Последний коршун - Полетаев Самуил Ефимович. Страница 6

…В тот день с утра отец уехал в райцентр. Лёнька выгнал корову на луг и вернулся домой досыпать. Улёгся он, не раздеваясь, натянул одеяло и только было задремал, как услыхал во дворе куриный крик. Сунулся в окошко: ой-ой-ой! Над птицефермой снижался знакомый коршун! Словно только и ждал, чтобы уехал отец, а то, что Лёнька дома, и в расчёт не брал. Вроде уж и некого бояться!

Про слово, данное мамке, Лёнька, конечно, тут же забыл. Ноги сами понесли его к заветной стенке, руки достали из-за печки патрон. Скорее! Скорее! Ну погоди ж у меня!

От грохота Лёнька свалился с подоконника, расшиб локоть, но тут же повесил ружьё, разогнал стреляный запах и выскочил на крыльцо… И надо же такому чуду случиться — обыкновенный мальчик, никакой не снайпер, даже в тире никогда не стрелял, а тут с первого же выстрела попал! Коршун, тот самый неуязвимый цыплячий убийца, словно зацепившись за что-то, повисел несколько секунд в воздухе, а потом стал падать, падать. Над самым озером он опрокинулся через себя и с треском рухнул в камыши. Лёнька подождал-подождал: вдруг коршун снова взлетит? А потом отвязал Жульку и на лодке быстро поплыл к камышам.
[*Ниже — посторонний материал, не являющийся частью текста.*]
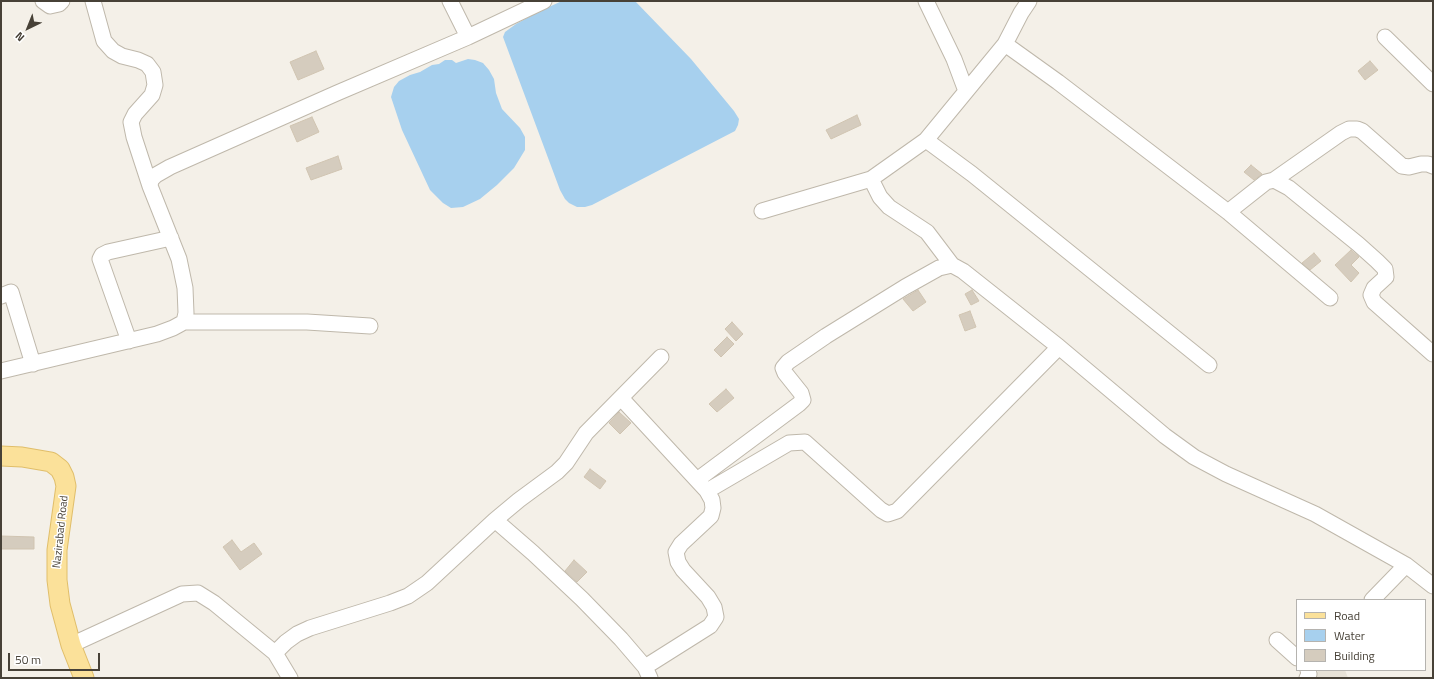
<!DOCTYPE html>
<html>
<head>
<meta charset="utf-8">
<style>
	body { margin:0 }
	#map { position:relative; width:1434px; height:679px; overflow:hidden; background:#f4f0e8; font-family:"Titillium Web",sans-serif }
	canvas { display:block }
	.frame { position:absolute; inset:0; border:2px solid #474137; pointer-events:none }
	.legend { position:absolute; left:1296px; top:599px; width:130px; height:72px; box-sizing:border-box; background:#fff; border:1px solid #b5b3af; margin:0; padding:5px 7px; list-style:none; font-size:12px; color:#474137 }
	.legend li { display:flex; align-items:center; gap:8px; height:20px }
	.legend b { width:20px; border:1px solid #b5b3af }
	.north { position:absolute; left:8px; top:8px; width:40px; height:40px; -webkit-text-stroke:3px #fff; paint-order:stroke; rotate:223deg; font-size:11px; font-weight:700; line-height:16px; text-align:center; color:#474137 }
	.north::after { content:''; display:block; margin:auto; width:14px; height:18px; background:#474137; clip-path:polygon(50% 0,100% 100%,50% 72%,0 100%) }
	.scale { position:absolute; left:8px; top:653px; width:92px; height:18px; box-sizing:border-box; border:2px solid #474137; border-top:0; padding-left:5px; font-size:12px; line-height:14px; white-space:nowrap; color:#474137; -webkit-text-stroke:3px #fff; paint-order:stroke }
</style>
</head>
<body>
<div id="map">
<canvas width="1434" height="679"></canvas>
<div class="frame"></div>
<ul class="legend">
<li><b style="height:5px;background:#fbe19a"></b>Road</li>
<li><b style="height:11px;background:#a7d0ee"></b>Water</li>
<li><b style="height:11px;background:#d5ccbe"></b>Building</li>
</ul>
<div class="north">N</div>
<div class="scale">50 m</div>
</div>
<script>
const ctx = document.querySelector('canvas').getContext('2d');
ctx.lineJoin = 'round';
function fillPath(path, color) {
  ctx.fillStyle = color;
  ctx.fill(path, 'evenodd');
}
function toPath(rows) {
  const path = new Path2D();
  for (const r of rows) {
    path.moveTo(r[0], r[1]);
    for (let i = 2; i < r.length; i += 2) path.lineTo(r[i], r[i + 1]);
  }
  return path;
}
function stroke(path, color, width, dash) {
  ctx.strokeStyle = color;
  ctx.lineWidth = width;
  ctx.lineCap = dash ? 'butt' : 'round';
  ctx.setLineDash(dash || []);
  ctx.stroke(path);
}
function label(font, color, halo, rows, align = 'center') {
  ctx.font = font + ' "Titillium Web",sans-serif';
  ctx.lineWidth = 3;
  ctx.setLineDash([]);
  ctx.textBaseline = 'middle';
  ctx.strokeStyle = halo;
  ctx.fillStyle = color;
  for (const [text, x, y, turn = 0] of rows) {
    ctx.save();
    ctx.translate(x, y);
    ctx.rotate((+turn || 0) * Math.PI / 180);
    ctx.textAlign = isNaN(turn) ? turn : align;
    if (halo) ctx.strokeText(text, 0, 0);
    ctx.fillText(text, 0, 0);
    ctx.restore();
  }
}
const residential = toPath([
	[1319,670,1345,670,1348,678,1312,678]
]);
const water = toPath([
	[562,1,635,1,691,59,734,111,739,119,738,125,735,131,592,205,585,207,577,207,569,203,565,199,560,190,503,37,505,32,516,24,540,11],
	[468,59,475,60,483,63,489,70,494,79,496,93,502,109,520,128,525,137,525,150,514,168,497,185,480,199,463,207,451,208,443,203,430,190,402,130,391,97,394,87,399,81,410,75,420,72,432,65,439,64,445,60,452,60,456,63]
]);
const building = toPath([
	[316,51,324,69,298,80,290,62,316,51],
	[1370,61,1378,70,1365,80,1358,71,1370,61],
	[857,115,861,125,831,139,826,130,857,115],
	[312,117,319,132,297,142,290,126,312,117],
	[338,156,342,169,311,180,306,168,338,156],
	[1251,165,1262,174,1254,180,1244,172,1251,165],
	[1351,250,1359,257,1351,265,1359,273,1351,282,1335,265,1351,250],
	[1314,253,1321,261,1310,270,1302,263,1314,253],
	[918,290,926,302,913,311,903,299,918,290],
	[972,290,979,301,971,305,965,294,972,290],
	[970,311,976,327,965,331,959,315,970,311],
	[732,322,743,334,736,341,725,329,732,322],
	[727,337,734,344,721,357,714,350,727,337],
	[726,389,734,398,717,412,709,404,726,389],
	[619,412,631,423,620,434,609,423,619,412],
	[590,469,606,481,600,489,584,477,590,469],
	[1,536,34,537,34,549,1,549,1,536],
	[232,540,241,552,254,543,262,554,240,570,223,547,232,540],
	[574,560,587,572,577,582,565,571,574,560]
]);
const minor = toPath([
	[43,1,50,6,59,4,62,1],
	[93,1,104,41,113,51,122,56,138,60,147,64,153,72,155,85,152,95,135,114,131,122,134,137,150,186],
	[450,1,468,37],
	[926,1,954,59,966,91],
	[1385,37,1433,84],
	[1005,44,1058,82,1228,212,1330,298],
	[926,140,972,174,1209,365],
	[871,179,880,197,889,207,927,232,952,265],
	[1274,180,1341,133,1349,129,1357,129,1362,131,1402,166,1409,167,1421,164,1428,164,1433,166],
	[762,211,871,179,926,140,1005,44,1021,13,1029,1],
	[1228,212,1266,182,1274,180,1289,188,1358,244,1377,261,1385,269,1386,277,1374,288,1371,295,1374,302,1433,354],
	[1,296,11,292,33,364],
	[184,322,307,322,370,326],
	[129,341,100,259,102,255,108,252,171,238],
	[1,371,157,334,173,328,184,322,186,313,185,288,179,259,150,186,151,180,156,175,170,167,337,93,468,37,544,1],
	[621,398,707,491,712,500,713,508,711,516,681,544,676,552,678,562,683,570,708,597,714,607,716,617,710,626,645,667],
	[697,480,799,404,803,400,801,393,785,373,783,368,788,362,826,336,905,287,939,268,952,265,963,271,1059,347,1165,436,1194,457,1226,474,1315,514,1406,565,1433,586],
	[707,491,789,443,805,442,881,510,888,514,897,511,1059,347],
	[495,520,533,553,582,599,621,639,645,667,650,678],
	[1372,600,1406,565],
	[1277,640,1297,658],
	[71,645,182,594,198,593,214,603,275,653,290,678],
	[275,653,286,642,297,634,310,628,390,603,408,596,427,583,495,520,519,500,557,472,566,463,586,433,661,357],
	[1307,678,1309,674,1308,670]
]);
const major = toPath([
	[1,456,22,457,51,462,60,469,64,477,66,486,57,550,57,580,60,604,71,645,84,678]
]);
const streetNames = [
	["Nazirabad Road",61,532,-84]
];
fillPath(residential, '#e7e2d7');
fillPath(water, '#a7d0ee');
fillPath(building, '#d5ccbe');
stroke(building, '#d0c4b1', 1);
stroke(minor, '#bfb8ab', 17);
stroke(major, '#e0be6a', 21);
stroke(minor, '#fff', 15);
stroke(major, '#fbe19a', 19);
label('11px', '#474137', '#fff', streetNames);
</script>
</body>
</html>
Последний коршун - i_013.png

К обеду приехал отец. Пока он таскал мешки с комбикормом, Лёнька мигом разогрел обед, чисто вытер стол, достал красивые тарелки, а когда ели, всё подливал отцу борща, подкладывал хлеба побольше, а сам всё на него взглядывал: неужто не заметил коршуна, перекинутого через плетень? А ведь как жарко сверкают его рыжие перья, как горят пёстрые крапины на груди. А глаз-то, глаз! Круглый, злой, будто всё ещё цыплят высматривает. И сейчас ещё хохлатки шарахаются от него. Неужто ничего ещё отец не знает про Лёнькин трофей? Но самому-то сказать об этом — ой-ой-ой! Как бы за ружьё не влетело!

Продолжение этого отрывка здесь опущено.